Pre-Production Checklist ✅
- Verify all API credentials for Google Drive, Cohere, Milvus, and OpenAI are correctly entered in n8n.
- Test the “Watch New Files” node by adding a sample PDF and confirm it triggers download and extraction.
- Check that the “Extract from File” node correctly extracts text from PDFs.
- Confirm embeddings are created and inserted into Milvus by monitoring logs or using vector database tools.
- Test chat interaction to ensure the RAG Agent returns relevant answers based on stored documents.
Deployment Guide
Activate your workflow inside n8n and set the “Watch New Files” trigger node to start listening for new PDFs (make sure n8n is running). For cloud users, this runs continuously. For self-hosted, ensure your server uptime is stable.
Monitor executions within n8n’s execution panel to track errors or failed runs. Logs also help optimize query accuracy and address API quota limits.
FAQs
- Can I replace Milvus with another vector database? Yes. Supabase or Pinecone can be used by swapping vector store nodes.
- Does this workflow consume many API credits? It depends on document size and query frequency; Cohere and OpenAI charge per usage.
- Is my data secure? Data is processed within your APIs and hosted services; always use secure credentials and environment controls.

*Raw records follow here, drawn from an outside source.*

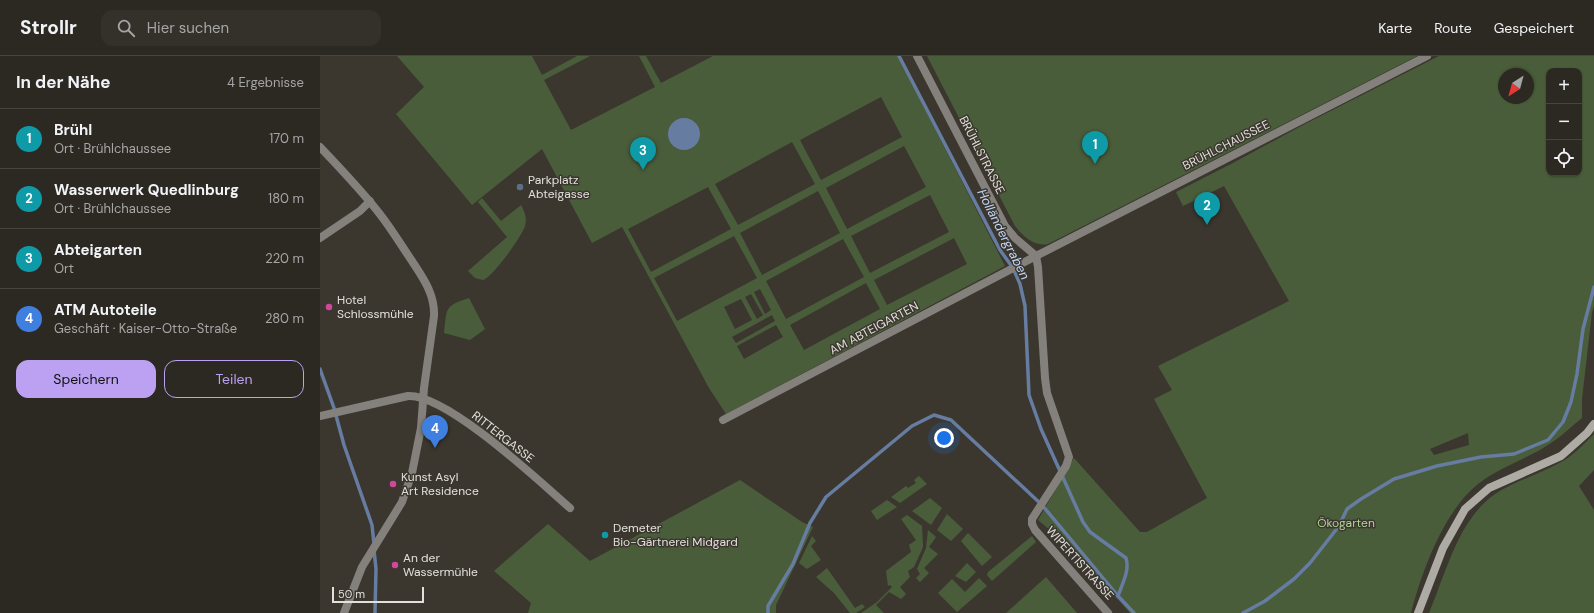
<!DOCTYPE html>
<html lang="de">
<head>
<meta charset="utf-8">
<style>
  body { margin:0; font-family:"DM Sans",sans-serif; background:#34312b; color:#f1f3f6 }
  .controls { position:absolute; right:12px; top:12px; display:grid; overflow:hidden; border-radius:8px; box-shadow:0 1px 3px #0004 }
  .controls button { width:36px; height:36px; display:grid; place-items:center; padding:0; border:0; border-bottom:1px solid #484541; background:#2c2923; color:#f1f3f6; font:20px sans-serif }
  .compass { position:absolute; left:1178px; top:12px; width:36px; height:36px; border-radius:50%; background:#2c2923; box-shadow:0 1px 3px #0004; rotate:216deg }
  .scale { position:absolute; left:12px; bottom:10px; width:92px; box-sizing:border-box; padding-left:4px; border:2px solid #e2e0db; border-top:0; font-size:11px; line-height:14px; white-space:nowrap; color:#e2e0db; -webkit-text-stroke:3px #3b372f; paint-order:stroke }
  .you { position:absolute; left:624px; top:382px; width:14px; height:14px; margin:-10px; border:3px solid #fff; border-radius:50%; background:#1a73e8; box-shadow:0 0 0 6px #1a73e833 }
  .badge { display:grid; place-items:center; width:26px; height:26px; border-radius:50%; background:#bca0f2; color:#fff; font-size:13px; font-weight:700 }
  .pin { position:absolute; translate:-50% -33px; filter:drop-shadow(0 1px 2px #0008) }
  .pin::after { content:''; position:absolute; top:21px; width:14px; height:12px; background:inherit; clip-path:polygon(0 0,100% 0,50% 100%) }
  .list { margin:0; padding:0; list-style:none }
  h2 { display:flex; justify-content:space-between; align-items:center; height:52px; margin:0; padding:0 16px; font-size:17px }
  h2 small { font-size:13px; font-weight:400; color:#a6a6a6 }
  .list li { display:grid; grid-template-columns:26px 1fr auto; gap:12px; align-items:center; box-sizing:border-box; height:60px; padding:0 16px; border-top:1px solid #484541 }
  .list b { display:block; font-size:15px; white-space:nowrap }
  .list p { margin:0; font-size:13px; white-space:nowrap; color:#a6a6a6 }
  .list em { font-size:13px; font-style:normal; color:#a6a6a6 }
  .actions { display:flex; gap:8px; padding:12px 16px }
  .actions a { flex:1; padding:9px 0; border:1px solid #bca0f2; border-radius:12px; text-align:center; font-size:14px; color:#bca0f2 }
  .actions .main { background:#bca0f2; color:#111 }
  .icon { flex:none; width:22px; height:22px; fill:none; stroke:currentColor; stroke-width:2; stroke-linecap:round; stroke-linejoin:round }
  .map { position:relative; flex:none; width:1274px; height:557px; overflow:hidden }
  header { display:flex; align-items:center; gap:24px; box-sizing:border-box; height:56px; padding:0 20px; background:#2c2923; border-bottom:1px solid #484541 }
  header strong { font-size:19px }
  nav { display:flex; gap:22px; margin-inline-start:auto; font-size:14px }
  .search { width:280px; height:36px; background:#34312b; display:flex; align-items:center; gap:10px; box-sizing:border-box; padding:0 14px; border-radius:12px; color:#a6a6a6; font-size:15px }
  main { display:flex }
  aside { flex:1; background:#2c2923 }
  .map>svg:first-child { display:block }
</style>
</head>
<body>
<header>
<strong>Strollr</strong>
<div class="search"><svg class="icon" aria-label="search" viewBox="0 0 24 24"><circle cx="10" cy="10" r="6"/><path d="M15 15l6 6"/></svg>Hier suchen</div>
<nav><a>Karte</a><a>Route</a><a>Gespeichert</a></nav>
</header>
<main>
<aside>
<h2>In der Nähe<small>4 Ergebnisse</small></h2>
<ul class="list">
<li><span class="badge" style="background:#0f9aa8">1</span><div><b>Brühl</b><p>Ort · Brühlchaussee</p></div><em>170 m</em></li>
<li><span class="badge" style="background:#0f9aa8">2</span><div><b>Wasserwerk Quedlinburg</b><p>Ort · Brühlchaussee</p></div><em>180 m</em></li>
<li><span class="badge" style="background:#0f9aa8">3</span><div><b>Abteigarten</b><p>Ort</p></div><em>220 m</em></li>
<li><span class="badge" style="background:#3f7fe0">4</span><div><b>ATM Autoteile</b><p>Geschäft · Kaiser-Otto-Straße</p></div><em>280 m</em></li>
</ul>
<div class="actions"><a class="main">Speichern</a><a>Teilen</a></div>
</aside>
<div class="map">
<svg width="1274" height="557" viewBox="0 0 1274 557">
  <rect width="100%" height="100%" fill="#3b372f"/>
  <!-- green -->
  <g fill="#4a5d3a" fill-rule="evenodd">
    <path d="M77 0H212L222 19 257 0H270L224 24 251 74 335 31 319 0H326L341 27 393 0H578L685 210 406 358 389 332 302 171 272 187 222 93 152 149 76 58 104 31ZM561 41 582 81 501 124 480 84ZM472 86 495 128 418 169 395 128ZM584 90 606 131 527 173 506 132ZM388 131 411 173 331 216 308 173ZM498 135 520 177 442 219 420 177ZM610 139 629 176 550 217 531 180ZM414 180 437 222 357 265 334 222ZM634 182 647 208 567 249 554 224ZM523 183 544 221 466 263 446 225ZM546 227 560 253 484 294 470 269ZM440 233 451 254 445 258 434 236ZM431 238 443 259 437 263 425 241ZM421 243 432 264 415 273 404 251ZM452 259 455 265 416 287 412 281ZM456 269 463 281 424 303 417 290Z"/>
    <path d="M607 0H1097L728 188C714 191 703 180 695 170Z"/>
    <path d="M1119 0H1274V250L1272 256 1262 343V362C1253 369 1244 378 1234 385 1212 401 1184 409 1162 425 1125 451 1102 515 1091 557H810L755 495 718 464 754 402 820 476H827L887 442 834 343 852 334 838 310 969 245 904 130 863 150 856 136 911 108 983 69ZM1229 15H1259V117H1229ZM1184 18H1208V42H1184ZM1148 377 1149 389 1114 399 1110 393Z"/>
    <path d="M162 142 181 165 201 149C205 156 207 162 205 170 202 180 172 222 163 224L155 222 148 215 187 181 158 146Z"/>
    <path d="M149 242 165 273 150 284 124 277C127 252 124 250 149 242Z"/>
    <path d="M1274 378V414L1259 430 1274 454V557H1109C1126 517 1138 464 1175 438 1195 425 1220 418 1241 406 1252 401 1265 387 1274 378Z"/>
    <path d="M599 420 607 428 580 447 571 441 586 430 588 432 596 427 594 424Z"/>
    <path d="M420 424 482 466 493 471 456 549V557H208L211 547 174 515 228 468 270 505Z"/>
    <path d="M610 442 622 452 611 469 592 455Z"/>
    <path d="M567 444 577 451 557 464 551 455Z"/>
    <path d="M627 458 643 473 631 485 617 474Z"/>
    <path d="M587 459 602 470 603 491 594 511 588 515 590 521 580 531 586 538 581 543 569 536 556 549 564 557H541L557 546 572 531 570 529 568 530 566 515 591 496 589 489 596 484 581 463Z"/>
    <path d="M608 474 616 481 609 491 618 498 604 512 609 517 600 526 596 522 600 518 597 513 606 492Z"/>
    <path d="M648 477 672 501 662 510 641 485Z"/>
    <path d="M492 480 496 485 491 490 501 504 487 513 479 507Z"/>
    <path d="M712 480 716 486 672 525 667 519 668 516Z"/>
    <path d="M647 507 656 516 646 526 635 520Z"/>
    <path d="M507 512 535 552 542 548 545 551 536 557H530L514 537 496 521Z"/>
    <path d="M726 521 757 557H686Z"/>
    <path d="M659 522 667 530 637 556 618 537 632 523 645 536Z"/>
  </g>
  <!-- water -->
  <circle fill="#667ca0" cx="364" cy="78" r="16"/>
  <g fill="none" stroke-linecap="round" stroke-linejoin="round">
    <!-- stream -->
    <g stroke="#667ca0" stroke-width="3.5">
      <path d="M579 0 680 194 693 212 700 228 705 250 709 339 721 373 763 466 770 476 806 502C810 515 802 528 798 540"/>
      <path d="M0 313 14 352 24 389 52 469 54 488"/>
      <path d="M54 494 56 513 55 557"/>
      <path d="M448 557V550L473 508 490 467 506 441 592 370 614 359 631 364 722 449 798 540 814 557"/>
      <path d="M923 557 945 545 974 523 990 507 1019 470 1027 453 1041 443 1074 423 1117 410 1161 401 1194 398 1228 384 1243 366 1251 346 1257 318 1263 273 1274 231"/>
    </g>
    <!-- street -->
    <g stroke="#84817d" stroke-width="8">
      <path d="M597 0 685 170 695 182 716 200"/>
      <path d="M0 91C20 112 41 134 59 157 71 172 81 189 92 205 103 222 115 238 114 260L104 332 101 372 92 417 82 446 42 511 24 557"/>
      <path d="M0 182 40 155 50 145"/>
      <path d="M716 200 718 211 725 322 727 337 749 401 746 410 712 463V468L715 474 788 557"/>
      <path d="M0 360 88 340C127 338 219 425 250 452"/>
      <path d="M403 364 716 200 1107 0"/>
    </g>
    <!-- secondary -->
    <path stroke="#aeaaa4" stroke-width="8" d="M1098 557 1123 492 1145 453 1169 432 1241 400 1267 377 1274 368"/>
  </g>
  <!-- markers -->
  <circle fill="#5c6f8a" stroke="#3b372f" stroke-width="1.5" cx="200" cy="131" r="4"/>
  <g fill="#d1479c" stroke="#3b372f" stroke-width="1.5">
    <circle cx="9" cy="251" r="4"/>
    <circle cx="73" cy="428" r="4"/>
    <circle cx="75" cy="509" r="4"/>
  </g>
  <circle fill="#0f9aa8" stroke="#3b372f" stroke-width="1.5" cx="285" cy="479" r="4"/>
  <g text-anchor="middle" stroke-width="3" stroke-linejoin="round" paint-order="stroke">
    <!-- street labels -->
    <g font-size="12" fill="#e2e0db" stroke="#3b372f">
      <text transform="translate(906 89) rotate(-27)" y="4">BRÜHLCHAUSSEE</text>
      <text transform="translate(662 99) rotate(63)" y="4">BRÜHLSTRASSE</text>
      <text transform="translate(554 272) rotate(-28)" y="4">AM ABTEIGARTEN</text>
      <text transform="translate(183 381) rotate(38)" y="4">RITTERGASSE</text>
      <text transform="translate(760 507) rotate(48)" y="4">WIPERTISTRASSE</text>
    </g>
    <!-- poi labels -->
    <g font-size="12" fill="#e2e0db" stroke="#3b372f" text-anchor="start">
      <text x="208" y="128">Parkplatz<tspan x="208" dy="14">Abteigasse</tspan></text>
      <text x="17" y="248">Hotel<tspan x="17" dy="14">Schlossmühle</tspan></text>
      <text x="81" y="425">Kunst Asyl<tspan x="81" dy="14">Art Residence</tspan></text>
      <text x="293" y="476">Demeter<tspan x="293" dy="14">Bio-Gärtnerei Midgard</tspan></text>
      <text x="83" y="506">An der<tspan x="83" dy="14">Wassermühle</tspan></text>
    </g>
    <!-- park labels -->
    <g font-size="12" fill="#b3d597" stroke="#3b372f">
      <text x="1026" y="471">Ökogarten</text>
    </g>
    <!-- water labels -->
    <g font-size="13" font-style="italic" fill="#c1d7fa" stroke="#3b372f">
      <text transform="translate(684 178) rotate(63)" y="5">Holländergraben</text>
    </g>
  </g>
</svg>
<div class="controls">
<button>+</button>
<button>−</button>
<button><svg class="icon" aria-label="locate" viewBox="0 0 24 24"><circle cx="12" cy="12" r="6"/><path d="M12 2v4M12 18v4M2 12h4M18 12h4"/></svg></button>
</div>
<svg class="compass" viewBox="-18 -18 36 36"><path d="M0-13l5 13h-10z" fill="#e53935"/><path d="M0 13l5-13h-10z" fill="#a6a6a6"/></svg>
<div class="scale">50 m</div>
<div class="you"></div>
<div class="pin badge" style="left:775px;top:108px;background:#0f9aa8">1</div>
<div class="pin badge" style="left:887px;top:169px;background:#0f9aa8">2</div>
<div class="pin badge" style="left:323px;top:114px;background:#0f9aa8">3</div>
<div class="pin badge" style="left:115px;top:392px;background:#3f7fe0">4</div>
</div>
</main>
</body>
</html>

- Can this handle a large number of PDFs? Yes, Milvus scales well for large datasets and high-volume search.
Conclusion
By following this detailed tutorial, you’ve built a tailored RAG AI agent using Milvus vector store and Cohere embeddings, fully automated with n8n. Lisa’s team can now instantly retrieve and answer questions based on their ever-growing document repository, saving numerous hours per week and drastically reducing human error.
Next steps include integrating your new AI agent with Slack or Microsoft Teams for team collaboration, adding more data sources like databases or emails, or experimenting with other LLM models for varied AI response styles.
Keep innovating with n8n and your AI stack!